INSTRUCTIONS FOR THE TASK: For the entries that follow, give the number of lines holding the string "font" and nothing more.

LISTED ENTRIES:
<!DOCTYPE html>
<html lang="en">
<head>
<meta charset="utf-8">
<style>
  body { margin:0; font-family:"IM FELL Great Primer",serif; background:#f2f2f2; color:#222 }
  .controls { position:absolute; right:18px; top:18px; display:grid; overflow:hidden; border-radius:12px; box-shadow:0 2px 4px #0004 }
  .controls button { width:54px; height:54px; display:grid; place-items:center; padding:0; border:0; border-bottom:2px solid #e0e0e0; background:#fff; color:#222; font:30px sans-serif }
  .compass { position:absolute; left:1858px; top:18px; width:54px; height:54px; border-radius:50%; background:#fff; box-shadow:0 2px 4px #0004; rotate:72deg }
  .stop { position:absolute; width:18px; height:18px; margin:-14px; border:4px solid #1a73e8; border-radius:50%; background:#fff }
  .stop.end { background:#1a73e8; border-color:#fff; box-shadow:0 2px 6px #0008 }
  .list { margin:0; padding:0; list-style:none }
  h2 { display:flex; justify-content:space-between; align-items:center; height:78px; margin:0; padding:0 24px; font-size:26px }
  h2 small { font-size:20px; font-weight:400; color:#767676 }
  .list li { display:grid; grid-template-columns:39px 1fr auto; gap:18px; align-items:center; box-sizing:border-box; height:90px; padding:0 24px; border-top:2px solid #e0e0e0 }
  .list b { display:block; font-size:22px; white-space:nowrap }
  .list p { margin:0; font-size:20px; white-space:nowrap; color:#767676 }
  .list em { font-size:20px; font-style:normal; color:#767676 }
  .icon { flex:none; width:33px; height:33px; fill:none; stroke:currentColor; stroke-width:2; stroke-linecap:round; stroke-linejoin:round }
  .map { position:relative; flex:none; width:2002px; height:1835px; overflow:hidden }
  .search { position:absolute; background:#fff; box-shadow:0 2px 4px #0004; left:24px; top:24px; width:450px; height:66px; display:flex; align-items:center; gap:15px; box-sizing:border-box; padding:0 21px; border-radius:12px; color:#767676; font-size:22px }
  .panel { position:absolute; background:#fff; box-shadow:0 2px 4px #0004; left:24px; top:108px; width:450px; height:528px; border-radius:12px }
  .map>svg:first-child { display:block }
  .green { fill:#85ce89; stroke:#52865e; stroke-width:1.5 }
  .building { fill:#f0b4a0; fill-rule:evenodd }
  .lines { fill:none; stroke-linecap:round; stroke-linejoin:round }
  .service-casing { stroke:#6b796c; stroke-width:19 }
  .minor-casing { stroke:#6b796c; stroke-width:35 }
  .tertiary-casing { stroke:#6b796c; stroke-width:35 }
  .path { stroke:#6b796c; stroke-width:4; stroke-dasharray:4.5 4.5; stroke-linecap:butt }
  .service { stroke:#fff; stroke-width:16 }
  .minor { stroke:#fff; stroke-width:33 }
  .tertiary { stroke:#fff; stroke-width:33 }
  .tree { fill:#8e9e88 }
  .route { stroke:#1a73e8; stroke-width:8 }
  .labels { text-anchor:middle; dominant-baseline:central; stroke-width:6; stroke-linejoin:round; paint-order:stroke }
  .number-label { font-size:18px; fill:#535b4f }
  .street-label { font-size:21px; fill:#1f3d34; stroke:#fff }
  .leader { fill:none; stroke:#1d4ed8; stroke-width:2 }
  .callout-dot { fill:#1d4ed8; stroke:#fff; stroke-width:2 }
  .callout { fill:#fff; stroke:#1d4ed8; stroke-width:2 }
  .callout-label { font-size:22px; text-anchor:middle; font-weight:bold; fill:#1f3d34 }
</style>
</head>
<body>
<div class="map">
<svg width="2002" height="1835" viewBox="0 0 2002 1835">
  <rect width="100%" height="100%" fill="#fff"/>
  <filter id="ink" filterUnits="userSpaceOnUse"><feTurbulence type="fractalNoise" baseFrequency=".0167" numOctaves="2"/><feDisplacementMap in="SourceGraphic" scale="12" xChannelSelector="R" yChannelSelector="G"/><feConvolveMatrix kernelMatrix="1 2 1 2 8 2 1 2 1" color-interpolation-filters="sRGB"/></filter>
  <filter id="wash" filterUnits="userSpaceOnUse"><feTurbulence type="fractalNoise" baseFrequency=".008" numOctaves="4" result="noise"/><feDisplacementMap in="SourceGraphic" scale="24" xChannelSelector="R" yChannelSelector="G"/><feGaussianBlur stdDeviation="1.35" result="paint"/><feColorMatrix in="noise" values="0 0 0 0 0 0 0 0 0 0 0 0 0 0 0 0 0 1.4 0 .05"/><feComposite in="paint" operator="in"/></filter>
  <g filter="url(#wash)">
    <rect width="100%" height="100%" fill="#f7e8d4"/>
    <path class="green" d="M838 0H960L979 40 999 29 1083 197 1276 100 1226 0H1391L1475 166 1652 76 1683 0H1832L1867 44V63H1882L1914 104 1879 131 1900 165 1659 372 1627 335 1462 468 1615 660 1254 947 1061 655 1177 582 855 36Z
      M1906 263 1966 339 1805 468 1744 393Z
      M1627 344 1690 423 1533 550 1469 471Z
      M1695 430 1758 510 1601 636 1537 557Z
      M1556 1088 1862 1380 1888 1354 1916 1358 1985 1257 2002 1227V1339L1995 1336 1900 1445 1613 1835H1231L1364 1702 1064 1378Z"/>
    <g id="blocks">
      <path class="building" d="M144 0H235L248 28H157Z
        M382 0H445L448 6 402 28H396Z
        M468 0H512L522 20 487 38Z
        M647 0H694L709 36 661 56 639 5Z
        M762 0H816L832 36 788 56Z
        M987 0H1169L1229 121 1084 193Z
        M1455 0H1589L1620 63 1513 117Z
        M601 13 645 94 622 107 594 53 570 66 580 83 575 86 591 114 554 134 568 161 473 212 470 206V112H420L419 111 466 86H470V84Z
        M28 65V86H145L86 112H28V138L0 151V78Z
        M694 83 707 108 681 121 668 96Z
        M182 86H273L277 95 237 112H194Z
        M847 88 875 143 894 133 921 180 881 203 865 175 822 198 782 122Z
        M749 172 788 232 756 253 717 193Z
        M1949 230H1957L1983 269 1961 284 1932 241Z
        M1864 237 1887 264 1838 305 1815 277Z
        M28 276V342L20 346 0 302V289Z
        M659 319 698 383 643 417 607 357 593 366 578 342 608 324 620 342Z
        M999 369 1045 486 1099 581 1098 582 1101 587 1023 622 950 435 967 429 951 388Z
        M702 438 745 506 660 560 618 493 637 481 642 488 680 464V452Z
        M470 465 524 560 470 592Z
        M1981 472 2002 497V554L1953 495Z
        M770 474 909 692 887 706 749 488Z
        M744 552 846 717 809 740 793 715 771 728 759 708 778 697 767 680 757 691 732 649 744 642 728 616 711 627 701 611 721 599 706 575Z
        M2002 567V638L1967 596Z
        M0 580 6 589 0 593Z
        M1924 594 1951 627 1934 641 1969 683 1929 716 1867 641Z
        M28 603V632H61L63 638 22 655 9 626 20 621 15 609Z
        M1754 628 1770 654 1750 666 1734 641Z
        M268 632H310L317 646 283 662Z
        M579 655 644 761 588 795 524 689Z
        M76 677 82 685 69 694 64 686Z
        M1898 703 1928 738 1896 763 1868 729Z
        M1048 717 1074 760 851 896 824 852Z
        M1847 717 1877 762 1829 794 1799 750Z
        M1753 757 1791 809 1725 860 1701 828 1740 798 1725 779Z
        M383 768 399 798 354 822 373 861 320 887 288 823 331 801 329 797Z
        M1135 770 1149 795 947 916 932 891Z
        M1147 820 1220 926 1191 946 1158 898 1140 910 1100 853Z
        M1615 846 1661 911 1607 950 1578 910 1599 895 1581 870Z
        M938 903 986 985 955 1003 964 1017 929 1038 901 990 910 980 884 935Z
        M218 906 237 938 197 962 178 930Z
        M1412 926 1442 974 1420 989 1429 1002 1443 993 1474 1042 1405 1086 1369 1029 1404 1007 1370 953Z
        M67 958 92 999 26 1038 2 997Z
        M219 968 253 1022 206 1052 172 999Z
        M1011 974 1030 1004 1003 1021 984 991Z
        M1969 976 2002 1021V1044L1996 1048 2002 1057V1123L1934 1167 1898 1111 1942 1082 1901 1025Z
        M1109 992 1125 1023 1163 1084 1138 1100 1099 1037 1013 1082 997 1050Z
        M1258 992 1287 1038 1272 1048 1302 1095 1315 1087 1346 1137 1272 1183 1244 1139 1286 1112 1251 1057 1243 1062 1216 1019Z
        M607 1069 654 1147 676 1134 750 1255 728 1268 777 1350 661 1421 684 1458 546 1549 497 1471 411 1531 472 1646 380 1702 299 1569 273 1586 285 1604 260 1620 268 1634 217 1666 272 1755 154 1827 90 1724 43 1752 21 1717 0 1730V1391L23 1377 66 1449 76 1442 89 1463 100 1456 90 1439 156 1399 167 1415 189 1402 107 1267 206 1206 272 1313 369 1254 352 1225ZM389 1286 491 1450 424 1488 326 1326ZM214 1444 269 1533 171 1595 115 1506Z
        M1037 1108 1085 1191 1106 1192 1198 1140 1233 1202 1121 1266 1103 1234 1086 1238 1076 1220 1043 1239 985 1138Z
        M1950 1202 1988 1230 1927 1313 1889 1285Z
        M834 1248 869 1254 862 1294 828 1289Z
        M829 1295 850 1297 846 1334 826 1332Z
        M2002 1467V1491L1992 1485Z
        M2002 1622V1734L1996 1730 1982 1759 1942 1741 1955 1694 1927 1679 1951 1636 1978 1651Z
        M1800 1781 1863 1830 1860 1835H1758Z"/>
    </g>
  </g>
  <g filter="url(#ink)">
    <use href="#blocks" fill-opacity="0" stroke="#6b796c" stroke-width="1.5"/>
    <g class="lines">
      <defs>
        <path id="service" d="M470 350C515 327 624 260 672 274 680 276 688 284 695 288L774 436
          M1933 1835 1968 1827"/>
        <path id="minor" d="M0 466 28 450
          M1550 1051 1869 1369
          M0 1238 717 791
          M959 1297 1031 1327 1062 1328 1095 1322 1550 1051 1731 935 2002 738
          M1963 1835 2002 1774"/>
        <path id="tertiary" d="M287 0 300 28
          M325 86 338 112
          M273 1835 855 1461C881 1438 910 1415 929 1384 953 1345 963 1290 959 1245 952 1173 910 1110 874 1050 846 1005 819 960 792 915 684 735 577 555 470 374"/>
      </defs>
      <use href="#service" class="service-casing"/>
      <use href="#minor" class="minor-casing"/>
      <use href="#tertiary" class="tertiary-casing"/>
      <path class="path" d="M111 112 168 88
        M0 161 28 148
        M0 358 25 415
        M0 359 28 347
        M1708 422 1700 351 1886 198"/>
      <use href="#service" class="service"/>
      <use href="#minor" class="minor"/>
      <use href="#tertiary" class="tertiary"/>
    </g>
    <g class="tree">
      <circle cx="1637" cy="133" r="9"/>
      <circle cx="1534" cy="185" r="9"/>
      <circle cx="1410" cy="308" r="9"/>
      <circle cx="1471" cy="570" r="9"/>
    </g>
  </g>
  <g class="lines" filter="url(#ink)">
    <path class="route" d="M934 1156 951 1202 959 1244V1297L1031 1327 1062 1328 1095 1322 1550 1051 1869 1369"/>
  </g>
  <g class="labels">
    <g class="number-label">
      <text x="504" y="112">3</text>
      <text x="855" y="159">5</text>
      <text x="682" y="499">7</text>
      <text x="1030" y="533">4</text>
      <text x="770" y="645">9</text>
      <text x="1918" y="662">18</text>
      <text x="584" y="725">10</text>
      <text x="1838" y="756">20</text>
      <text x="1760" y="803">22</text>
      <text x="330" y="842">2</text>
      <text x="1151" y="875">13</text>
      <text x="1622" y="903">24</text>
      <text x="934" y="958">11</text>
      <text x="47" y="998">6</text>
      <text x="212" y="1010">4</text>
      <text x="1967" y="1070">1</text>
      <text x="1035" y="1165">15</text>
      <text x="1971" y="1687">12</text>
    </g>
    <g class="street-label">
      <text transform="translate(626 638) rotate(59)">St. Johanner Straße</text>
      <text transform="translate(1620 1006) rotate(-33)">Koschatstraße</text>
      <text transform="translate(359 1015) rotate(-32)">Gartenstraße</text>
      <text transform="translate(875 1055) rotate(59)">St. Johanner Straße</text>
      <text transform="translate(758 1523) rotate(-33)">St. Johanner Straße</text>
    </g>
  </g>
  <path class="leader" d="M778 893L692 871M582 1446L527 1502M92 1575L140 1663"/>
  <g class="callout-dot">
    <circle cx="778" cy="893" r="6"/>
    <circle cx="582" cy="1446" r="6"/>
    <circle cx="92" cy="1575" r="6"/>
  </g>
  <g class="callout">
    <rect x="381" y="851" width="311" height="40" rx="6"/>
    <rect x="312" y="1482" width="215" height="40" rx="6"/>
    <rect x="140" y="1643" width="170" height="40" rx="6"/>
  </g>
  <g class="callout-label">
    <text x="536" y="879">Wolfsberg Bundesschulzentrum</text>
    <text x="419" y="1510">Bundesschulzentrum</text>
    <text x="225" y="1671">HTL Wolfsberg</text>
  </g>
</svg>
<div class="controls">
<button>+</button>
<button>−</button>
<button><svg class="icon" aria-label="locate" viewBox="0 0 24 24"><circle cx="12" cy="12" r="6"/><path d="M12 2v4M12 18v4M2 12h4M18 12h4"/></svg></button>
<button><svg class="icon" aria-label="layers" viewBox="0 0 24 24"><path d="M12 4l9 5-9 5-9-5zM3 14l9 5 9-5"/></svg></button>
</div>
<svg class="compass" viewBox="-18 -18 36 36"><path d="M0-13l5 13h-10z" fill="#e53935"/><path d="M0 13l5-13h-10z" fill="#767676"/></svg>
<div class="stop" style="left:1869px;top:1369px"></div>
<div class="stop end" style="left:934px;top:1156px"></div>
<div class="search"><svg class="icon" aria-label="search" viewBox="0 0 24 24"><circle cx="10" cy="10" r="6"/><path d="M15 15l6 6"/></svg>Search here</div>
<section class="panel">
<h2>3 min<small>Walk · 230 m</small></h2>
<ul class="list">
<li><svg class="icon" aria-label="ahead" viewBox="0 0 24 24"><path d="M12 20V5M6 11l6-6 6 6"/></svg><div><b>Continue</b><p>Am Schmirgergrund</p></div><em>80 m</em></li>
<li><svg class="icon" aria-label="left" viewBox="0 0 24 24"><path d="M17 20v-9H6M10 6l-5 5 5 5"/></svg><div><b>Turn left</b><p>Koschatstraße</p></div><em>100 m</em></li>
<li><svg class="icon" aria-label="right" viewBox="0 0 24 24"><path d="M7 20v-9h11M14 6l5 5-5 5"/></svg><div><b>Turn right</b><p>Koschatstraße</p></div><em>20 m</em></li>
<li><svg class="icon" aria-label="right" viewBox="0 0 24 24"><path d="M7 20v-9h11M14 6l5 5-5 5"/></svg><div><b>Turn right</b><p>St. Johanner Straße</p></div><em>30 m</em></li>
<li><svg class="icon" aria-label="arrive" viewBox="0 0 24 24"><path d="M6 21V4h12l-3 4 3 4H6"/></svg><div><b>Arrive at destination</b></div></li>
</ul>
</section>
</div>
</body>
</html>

OUTPUT FOR THIS EXERCISE: 11